I have always enjoyed reading about different literary and lifestyle movements and have recently found myself immersed in Beat literature by authors like Jack Kerouac, William S. Burroughs, and Allen Ginsberg. These guys were the best thing that happened to American literature since Walt Whitman. They just decided that they didn't really fit into anything so they would just make something up that fit them.

Recently I posted about Hunter S. Thompson and explained how I really liked his whole outlook on life, and the way he was up-front about everything. Well, the founders of the Beat generation lived this lifestyle 20 years before this was happening. The thing that gets me about On the Road, Howl, and Naked Lunch, is the fact that they were written in the 1940's. They really pushed the boundaries as far as censorship and the authors never worried about being accepted by the mass market. These guys were happy sitting around in a Greenwich Village apartment with some booze and "tea" reading and writing. They were like this cool hybrid of James Dean and Jerry Garcia. They lived like hippie hedonists, yet in a way that wasn't flamboyant and over the top. They were just laid back and made sure that they were open to all of the coolness in life.

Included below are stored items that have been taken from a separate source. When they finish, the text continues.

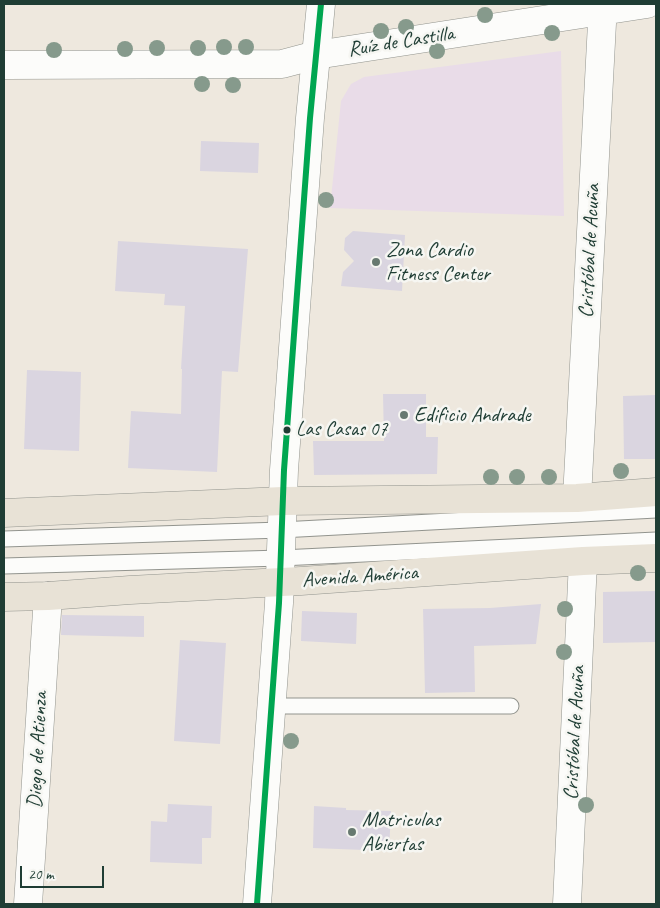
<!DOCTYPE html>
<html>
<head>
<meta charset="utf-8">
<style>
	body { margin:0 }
	#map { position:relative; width:660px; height:908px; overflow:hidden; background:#eee8de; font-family:Caveat,sans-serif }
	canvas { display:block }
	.frame { position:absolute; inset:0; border:5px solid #1f3d34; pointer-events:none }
	.scale { position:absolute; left:20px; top:866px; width:84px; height:22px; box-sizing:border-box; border:2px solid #1f3d34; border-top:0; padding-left:6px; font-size:15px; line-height:18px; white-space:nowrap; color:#1f3d34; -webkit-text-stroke:4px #f6f6f2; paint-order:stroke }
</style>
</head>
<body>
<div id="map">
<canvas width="660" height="908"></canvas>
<div class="frame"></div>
<div class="scale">20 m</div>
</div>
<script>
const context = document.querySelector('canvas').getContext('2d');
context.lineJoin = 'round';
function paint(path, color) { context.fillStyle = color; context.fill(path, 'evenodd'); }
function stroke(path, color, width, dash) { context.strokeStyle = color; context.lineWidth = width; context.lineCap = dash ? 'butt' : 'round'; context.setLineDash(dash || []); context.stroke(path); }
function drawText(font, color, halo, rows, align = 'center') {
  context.font = font + ' Caveat,sans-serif'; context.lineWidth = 5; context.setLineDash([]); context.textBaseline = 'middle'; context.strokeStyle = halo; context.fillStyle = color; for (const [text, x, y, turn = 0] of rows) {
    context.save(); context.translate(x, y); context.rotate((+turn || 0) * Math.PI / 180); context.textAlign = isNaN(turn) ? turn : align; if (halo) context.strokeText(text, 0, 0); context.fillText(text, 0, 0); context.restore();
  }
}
const built = new Path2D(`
	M 561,51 L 564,216 L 330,208 L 341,101 L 351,84 L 364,77 Z`);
const building = new Path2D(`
	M 201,141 L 259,143 L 258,173 L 200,171 Z
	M 353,231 L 405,235 L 402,291 L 341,286 L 343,272 L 354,261 L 344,250 L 345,238 Z
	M 118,241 L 248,249 L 238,372 L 222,371 L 217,472 L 128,468 L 131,411 L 181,414 L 182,369 L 181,369 L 185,306 L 164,305 L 165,294 L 115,291 Z
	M 27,370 L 81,372 L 79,451 L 24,449 Z
	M 383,394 L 426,394 L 426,437 L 438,437 L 437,474 L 314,475 L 313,441 L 384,441 Z
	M 656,395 L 656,459 L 624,459 L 623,396 Z
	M 656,591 L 656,642 L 603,643 L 603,592 Z
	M 541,604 L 536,644 L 474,646 L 475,692 L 425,693 L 423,609 L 490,608 Z
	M 302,611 L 357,613 L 356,644 L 301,641 Z
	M 62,615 L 144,616 L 144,637 L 61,635 Z
	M 180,640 L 226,643 L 220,744 L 174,741 Z
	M 168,804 L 212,806 L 211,838 L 202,838 L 202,864 L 150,862 L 151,821 L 167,822 Z
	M 314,806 L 346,808 L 346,810 L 391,811 L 389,851 L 313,848 Z`);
const service = new Path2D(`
	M 4,539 L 281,530 L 656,510
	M 4,566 L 281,558 L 656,540
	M 271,706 L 511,706`);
const minor = new Path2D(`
	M 4,65 L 282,64 L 316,55 L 647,4
	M 577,498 L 603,4
	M 28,904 L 48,596
	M 567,904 L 583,561`);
const tertiary = new Path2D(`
	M 257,904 L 279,603 L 284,470 L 310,118 L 321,4`);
const primary = new Path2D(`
	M 4,513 L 283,501 L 577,498 L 656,492
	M 4,597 L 48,596 L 130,590 L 301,581 L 583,561 L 656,558`);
const bus1 = new Path2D(`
	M 257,904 L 279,603 L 284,470 L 310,118 L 321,4`);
const trees = [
	[485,15],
	[406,27],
	[381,31],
	[552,33],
	[224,47],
	[246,47],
	[157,48],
	[198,48],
	[125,49],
	[54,50],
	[437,51],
	[202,84],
	[233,85],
	[326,200],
	[621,471],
	[491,477],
	[517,477],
	[549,477],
	[638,573],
	[565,609],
	[564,652],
	[291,741],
	[586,805]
];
const markers = [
	[376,262,5,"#677970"],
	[404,415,5,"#677970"],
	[287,430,4.5,"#1f3d34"],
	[352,832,5,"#677970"]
];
const busNames = [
	["Las Casas 07",296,430]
];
const streetNames = [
	["Ruíz de Castilla",401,42,-9],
	["Cristóbal de Acuña",590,251,-87],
	["Avenida América",360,577,-4],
	["Cristóbal de Acuña",575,733,-87],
	["Diego de Atienza",38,750,-87]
];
const poiNames = [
	["Zona Cardio",386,250],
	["Fitness Center",386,274],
	["Edificio Andrade",414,415],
	["Matriculas",362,820],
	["Abiertas",362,844]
];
paint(built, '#e9dce8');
paint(building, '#dad5e0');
stroke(service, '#92948e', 17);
stroke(minor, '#92948e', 29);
stroke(tertiary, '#92948e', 29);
stroke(primary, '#92948e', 29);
stroke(service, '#fcfcfa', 15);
stroke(minor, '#fcfcfa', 28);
stroke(tertiary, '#fcfcfa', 28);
stroke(primary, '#e8e2d6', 28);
stroke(bus1, '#00a651', 6);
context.fillStyle = '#869a8c';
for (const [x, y] of trees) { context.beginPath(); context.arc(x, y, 8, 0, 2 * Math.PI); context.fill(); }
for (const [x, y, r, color] of markers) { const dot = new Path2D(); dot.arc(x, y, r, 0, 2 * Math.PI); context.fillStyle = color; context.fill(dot); stroke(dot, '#f6f6f2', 2); }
drawText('20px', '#1f3d34', '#f6f6f2', busNames, 'left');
drawText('21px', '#1f3d34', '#f6f6f2', streetNames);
drawText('21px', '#1f3d34', '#f6f6f2', poiNames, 'left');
</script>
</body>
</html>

These artists not only changed American Literature, but also changed our society. Living and writing about this counterculture that was taking shape was giving the rest of the world a glimpse of a society that was unapologetic for the way they were living their lives. They felt no need to hide the fact that they were experimenting with drugs, sexuality, and social order from the masses, and were proud of the fact that they were looking for a good time. Just about anybody can relate to experiencing an inner desire to have a good time. Hell, that's the reason most of us have jobs, so we can fund our inner desires to live a fulfilling life. The difference is that these guys were very minimalistic when it came down to what they needed to in order to feel fulfilled.


It is really cool to be able to get lost in their stories, that are semi-autobiographical, and escape the world as I know it. I like to think that I would lead a life like this given the chance, but realistically it is probably much safer for me to live vicariously through the fiction of others.